= Stoke–Leek line =

Railway line in Staffordshire, England

The Stoke to Leek line is a mothballed railway route, which up until 1988 was used by BR freight trains to reach the quarries at both Cauldon Lowe and Oakamoor.

The line is made up of two sections; The first section is the remains of the former Biddulph Valley Line, which used to run from Stoke-on-Trent to Congleton, with the section from Stoke to Milton Junction being intact. This used to be a double track section, but was rationalised to single track after the loss of the passenger services.

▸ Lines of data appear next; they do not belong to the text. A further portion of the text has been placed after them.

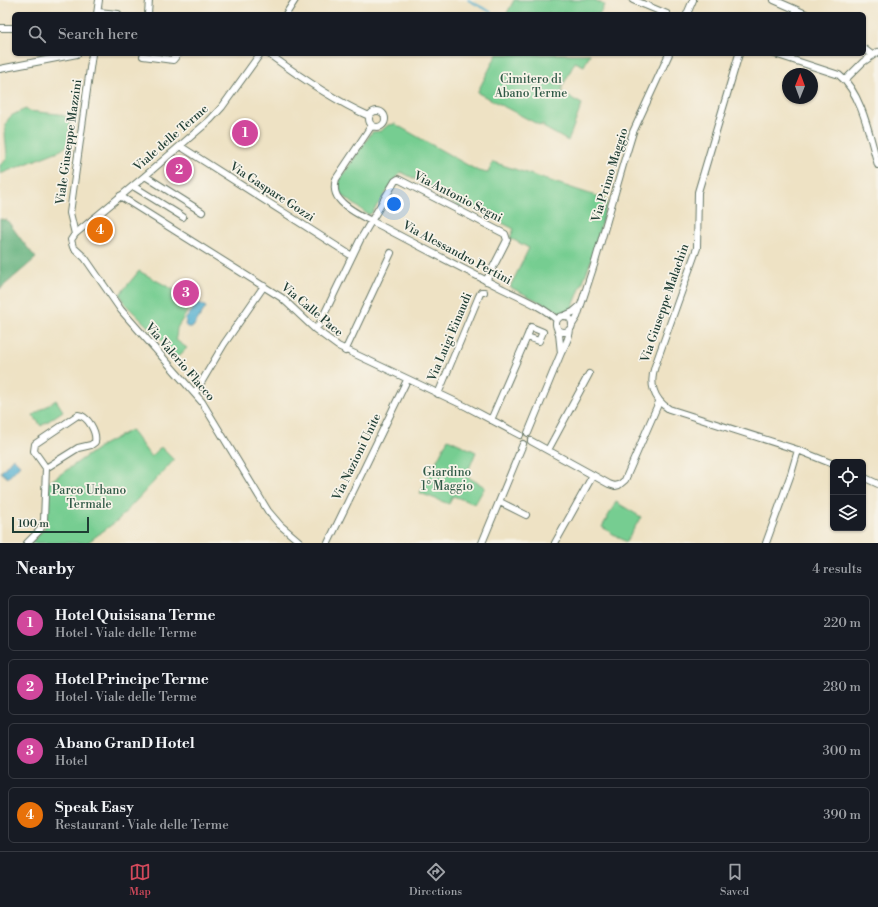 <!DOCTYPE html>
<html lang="en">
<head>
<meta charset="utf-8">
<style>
	:root { --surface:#171b24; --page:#20242c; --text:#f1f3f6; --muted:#9ea1a6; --line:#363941; --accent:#d1495b }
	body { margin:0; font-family:"Libre Bodoni",serif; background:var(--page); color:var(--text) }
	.controls { position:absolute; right:12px; bottom:12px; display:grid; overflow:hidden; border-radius:6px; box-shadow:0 1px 3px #0004 }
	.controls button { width:36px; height:36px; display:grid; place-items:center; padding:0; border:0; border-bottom:1px solid var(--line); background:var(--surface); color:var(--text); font:20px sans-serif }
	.compass { position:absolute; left:782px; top:68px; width:36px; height:36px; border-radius:50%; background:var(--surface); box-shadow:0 1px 3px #0004; rotate:1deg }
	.scale { position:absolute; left:12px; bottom:10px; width:77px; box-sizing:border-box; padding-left:4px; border:2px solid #1f3d34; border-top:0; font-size:11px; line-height:14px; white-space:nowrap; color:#1f3d34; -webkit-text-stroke:3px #f7f3e8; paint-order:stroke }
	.you { position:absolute; left:394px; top:204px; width:14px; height:14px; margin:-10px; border:3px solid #fff; border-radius:50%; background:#1a73e8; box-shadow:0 0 0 6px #1a73e833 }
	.badge { display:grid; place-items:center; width:26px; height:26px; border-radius:50%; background:var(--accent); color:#fff; font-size:13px; font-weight:700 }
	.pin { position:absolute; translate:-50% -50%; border:2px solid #fff; box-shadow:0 1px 4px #0006 }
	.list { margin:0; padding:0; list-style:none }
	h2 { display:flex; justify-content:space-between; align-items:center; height:52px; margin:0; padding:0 16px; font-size:17px }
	h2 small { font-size:13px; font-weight:400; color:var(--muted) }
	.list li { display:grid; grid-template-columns:26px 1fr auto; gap:12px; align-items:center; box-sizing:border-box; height:56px; margin:0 8px 8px; padding:0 8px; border:1px solid var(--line); border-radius:6px }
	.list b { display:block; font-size:15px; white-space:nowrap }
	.list p { margin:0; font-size:13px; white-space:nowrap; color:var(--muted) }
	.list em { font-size:13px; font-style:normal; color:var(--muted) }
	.icon { flex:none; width:22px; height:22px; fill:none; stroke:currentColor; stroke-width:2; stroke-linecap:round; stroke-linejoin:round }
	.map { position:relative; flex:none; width:878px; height:543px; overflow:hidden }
	.search { position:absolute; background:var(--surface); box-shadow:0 1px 3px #0004; left:12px; right:12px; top:12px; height:44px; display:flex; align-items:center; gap:10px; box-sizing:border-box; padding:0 14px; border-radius:6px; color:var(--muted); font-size:15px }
	.sheet { height:308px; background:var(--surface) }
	nav { display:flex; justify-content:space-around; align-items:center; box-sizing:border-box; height:56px; border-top:1px solid var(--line); background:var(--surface); font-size:11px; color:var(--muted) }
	nav a { display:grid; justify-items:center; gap:2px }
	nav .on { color:var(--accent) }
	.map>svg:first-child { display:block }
	.green { fill:#76cd91; stroke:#4a8562 }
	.forest { fill:#60b07b; stroke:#407658 }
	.water { fill:#51afd0; stroke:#387682 }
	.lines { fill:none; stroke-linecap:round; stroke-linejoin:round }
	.stream { stroke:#51afd0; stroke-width:1.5 }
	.minor-casing { stroke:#677766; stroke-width:8 }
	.minor { stroke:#fff; stroke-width:6 }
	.labels { text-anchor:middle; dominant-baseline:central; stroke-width:3.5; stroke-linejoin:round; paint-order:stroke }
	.park-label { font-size:12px; fill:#305a47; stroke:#f7f3e8 }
	.street-label { font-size:12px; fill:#1f3d34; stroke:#f7f3e8 }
</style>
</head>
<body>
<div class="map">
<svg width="878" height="543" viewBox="0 0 878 543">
	<rect width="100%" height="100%" fill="#f7f3e8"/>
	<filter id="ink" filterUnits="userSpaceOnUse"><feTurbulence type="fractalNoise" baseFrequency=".025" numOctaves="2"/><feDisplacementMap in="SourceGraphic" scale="8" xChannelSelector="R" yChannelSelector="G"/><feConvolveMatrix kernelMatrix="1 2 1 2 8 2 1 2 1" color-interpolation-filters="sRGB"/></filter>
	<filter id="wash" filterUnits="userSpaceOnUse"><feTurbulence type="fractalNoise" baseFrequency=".012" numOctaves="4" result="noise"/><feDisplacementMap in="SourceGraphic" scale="16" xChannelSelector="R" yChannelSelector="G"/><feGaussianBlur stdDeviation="0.9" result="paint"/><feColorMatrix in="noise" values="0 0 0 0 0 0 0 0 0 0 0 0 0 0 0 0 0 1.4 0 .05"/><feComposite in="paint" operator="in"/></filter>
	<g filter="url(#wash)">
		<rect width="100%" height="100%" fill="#eee2c4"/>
		<path class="green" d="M 514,0 L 595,0 L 604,5 L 600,14 L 509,14 L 507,13 Z
			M 497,54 L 590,54 L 584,66 L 575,62 L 562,87 L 562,93 L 582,104 L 568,141 L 543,127 L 544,125 L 542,124 L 541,126 L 478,93 L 478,91 Z
			M 26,109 L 28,111 L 59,114 L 69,118 L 70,129 L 69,144 L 61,150 L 0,174 L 0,165 L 6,160 L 7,157 C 7,146 1,124 11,116 C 16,113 21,111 26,109 Z
			M 395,124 L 478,171 L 488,173 L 493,162 L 608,200 L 591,261 L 572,309 L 565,312 L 560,312 L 510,287 L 529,248 L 510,238 L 514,229 L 463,203 L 461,207 L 451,202 L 453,198 L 401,172 L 371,214 L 367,214 L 342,195 L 339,191 L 339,185 L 340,179 L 372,132 L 381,131 L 388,125 Z
			M 139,271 L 194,301 L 177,328 L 176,340 L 187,348 L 176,359 L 166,345 L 125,304 L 120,294 Z
			M 56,400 L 63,411 L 41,426 L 33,415 Z
			M 131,430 L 151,457 L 161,447 L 174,460 L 118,520 L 87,543 L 30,543 L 44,529 L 46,523 L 48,483 L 101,446 Z
			M 448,439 L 476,452 L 466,476 L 485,487 L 475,504 L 453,496 L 449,504 L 420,493 Z
			M 616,502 L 641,517 L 626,542 L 602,527 Z"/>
		<path class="forest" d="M 0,219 L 7,220 L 23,242 L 36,258 L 0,289 Z"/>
		<path class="water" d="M 198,302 L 206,307 L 193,327 L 187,327 L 185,325 L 186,321 L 185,320 Z
			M 13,458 L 20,465 L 8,478 L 1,472 Z"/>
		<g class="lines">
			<path class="stream" d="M 468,0 L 491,12"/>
		</g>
	</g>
	<g filter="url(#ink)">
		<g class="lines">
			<g class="minor-casing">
				<path id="minor" d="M 633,0 L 667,14
					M 774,0 L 806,14
					M 98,12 L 118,14
					M 97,14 L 99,0
					M 148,14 L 149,0
					M 286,14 L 295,0
					M 687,14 L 693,0
					M 0,28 L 14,28
					M 864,49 L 872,55
					M 260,54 L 222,107 L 210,120 L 145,176 L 75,234 L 71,240 L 73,247 L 85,258 L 121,310 L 202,402 L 268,511 L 280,525 L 301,543
					M 269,54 C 300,77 333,100 369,116
					M 739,54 L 698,192 L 697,248 L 655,366 C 649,383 653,399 669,409 L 798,450 L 833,464
					M 775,54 L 839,75 C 862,93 870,138 878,165
					M 143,56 L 173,60 L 178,54
					M 0,69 L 77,54
					M 845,80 L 863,62 L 878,52
					M369 119a8 8 0 1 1 16 0a8 8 0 1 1-16 0Z
					M 372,125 L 336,179 C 334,186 334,193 339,199 C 348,211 372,221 385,228 C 423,248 461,268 499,287 C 518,297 541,305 557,320
					M 180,146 L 352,256
					M 145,176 L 202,212
					M 133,186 L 183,217
					M 120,196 L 282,298 L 315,329 L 338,346 L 467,407 L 520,435
					M 75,234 L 70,213 L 92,54
					M 564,316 L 573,312 L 580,306
					M556 324a8 8 0 1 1 16 0a8 8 0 1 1-16 0Z
					M 572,325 L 577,317 L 595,262 L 623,165 L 633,132 L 669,54
					M 531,327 L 543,332 L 539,341 L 527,337 Z
					M 557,328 L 559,334 L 561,353
					M 315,329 L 319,325 L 360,240 L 395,181 L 398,179 L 505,234 L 507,240 L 486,281
					M 345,351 L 391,253
					M 195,393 L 224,344 L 264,286
					M 438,394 L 479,296 L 481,292 L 484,292
					M 78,415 C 88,416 97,432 95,442 L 91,445 L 78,448 L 46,468 L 34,451 L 35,444 Z
					M 491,420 L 527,337
					M 528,433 L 561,353 C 565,346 570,337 570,329
					M 531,441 L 609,484 L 615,486 L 619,485 L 625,480 L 659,402
					M 548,450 L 589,374
					M 863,477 L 878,484
					M 500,502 L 526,515
					M 27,543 L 40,530 L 44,520 L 46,468
					M 328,543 L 407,380
					M 482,543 L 523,444
					M 555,543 L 593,475
					M 766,543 L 791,474 L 798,450"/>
			</g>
			<use href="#minor" class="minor"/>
		</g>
	</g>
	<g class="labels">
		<g class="park-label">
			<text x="531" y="79">Cimitero di<tspan x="531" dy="14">Abano Terme</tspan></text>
			<text x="447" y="472">Giardino<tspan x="447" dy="14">1° Maggio</tspan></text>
			<text x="89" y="490">Parco Urbano<tspan x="89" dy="14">Termale</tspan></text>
		</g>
		<g class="street-label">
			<text transform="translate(171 138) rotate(-41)">Viale delle Terme</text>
			<text transform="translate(69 142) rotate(-82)">Viale Giuseppe Mazzini</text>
			<text transform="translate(610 175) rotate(-73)">Via Primo Maggio</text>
			<text transform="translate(272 192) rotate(33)">Via Gaspare Gozzi</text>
			<text transform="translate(458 197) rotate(27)">Via Antonio Segni</text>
			<text transform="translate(457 253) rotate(28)">Via Alessandro Pertini</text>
			<text transform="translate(665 303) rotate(-71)">Via Giuseppe Malachin</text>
			<text transform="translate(312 310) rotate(40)">Via Calle Pace</text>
			<text transform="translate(450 337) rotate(-67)">Via Luigi Einaudi</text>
			<text transform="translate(180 362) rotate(49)">Via Valerio Flacco</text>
			<text transform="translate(357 457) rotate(-64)">Via Nazioni Unite</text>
		</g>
	</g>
</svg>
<div class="controls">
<button><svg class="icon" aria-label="locate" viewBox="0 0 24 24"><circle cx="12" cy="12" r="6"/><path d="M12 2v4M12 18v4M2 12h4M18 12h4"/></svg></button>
<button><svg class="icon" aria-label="layers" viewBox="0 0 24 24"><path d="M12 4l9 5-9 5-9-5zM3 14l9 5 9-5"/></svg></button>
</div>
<svg class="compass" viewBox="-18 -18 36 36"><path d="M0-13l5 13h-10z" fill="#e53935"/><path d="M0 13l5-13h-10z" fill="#9ea1a6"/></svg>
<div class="scale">100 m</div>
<div class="you"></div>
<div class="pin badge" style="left:245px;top:133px;background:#d1479c">1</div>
<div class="pin badge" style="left:179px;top:170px;background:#d1479c">2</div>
<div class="pin badge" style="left:186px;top:293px;background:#d1479c">3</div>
<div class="pin badge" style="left:100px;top:230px;background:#e8710a">4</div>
<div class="search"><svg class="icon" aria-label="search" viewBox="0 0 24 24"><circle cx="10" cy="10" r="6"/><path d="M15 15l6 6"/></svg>Search here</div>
</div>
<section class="sheet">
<h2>Nearby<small>4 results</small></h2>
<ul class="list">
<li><span class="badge" style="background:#d1479c">1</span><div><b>Hotel Quisisana Terme</b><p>Hotel · Viale delle Terme</p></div><em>220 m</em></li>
<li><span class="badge" style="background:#d1479c">2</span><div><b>Hotel Principe Terme</b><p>Hotel · Viale delle Terme</p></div><em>280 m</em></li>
<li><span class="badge" style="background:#d1479c">3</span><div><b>Abano GranD Hotel</b><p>Hotel</p></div><em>300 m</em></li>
<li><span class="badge" style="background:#e8710a">4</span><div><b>Speak Easy</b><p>Restaurant · Viale delle Terme</p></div><em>390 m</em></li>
</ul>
</section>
<nav>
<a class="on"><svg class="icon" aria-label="map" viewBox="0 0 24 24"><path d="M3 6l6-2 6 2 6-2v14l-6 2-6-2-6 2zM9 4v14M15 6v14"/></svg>Map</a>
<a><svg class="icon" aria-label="directions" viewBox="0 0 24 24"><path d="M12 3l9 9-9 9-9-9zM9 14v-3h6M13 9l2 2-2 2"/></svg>Directions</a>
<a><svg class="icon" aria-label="saved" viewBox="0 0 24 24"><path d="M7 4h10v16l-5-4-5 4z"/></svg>Saved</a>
</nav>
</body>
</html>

The second section is the former single track connecting line to Leek from Milton Junction, passing through the villages of Milton, Stockton Brook and Endon before meeting the Churnet Valley Line at Leek Brook Junction for the 1 mile run into Leek. The section from Endon to Leek Brook though used to be double-tracked but was singled at the same time as the first section.

Both of these lines were part of the North Staffordshire Railway network that was constructed in the second half of the 19th century. The Biddulph Valley line was authorised on 24 July 1854, with passenger services commencing in 1864. The Milton to Leek was authorised during 1863, with the passenger and goods service commencing on 1 November 1867.

==Possible re-opening==
In March 2020, a bid was made to the Restoring Your Railway fund to get funds for a feasibility study into reinstating the line between Stoke and Leek. This bid was unsuccessful.

In March 2021 a new bid was made to the restoring your railways fund to re-open the line. On 27 October 2021 it was announced the bid was successful and that £50,000 had been granted for a feasibility study.

On 4 October 2023, the government committed to reopening the line as part of its Network North scheme.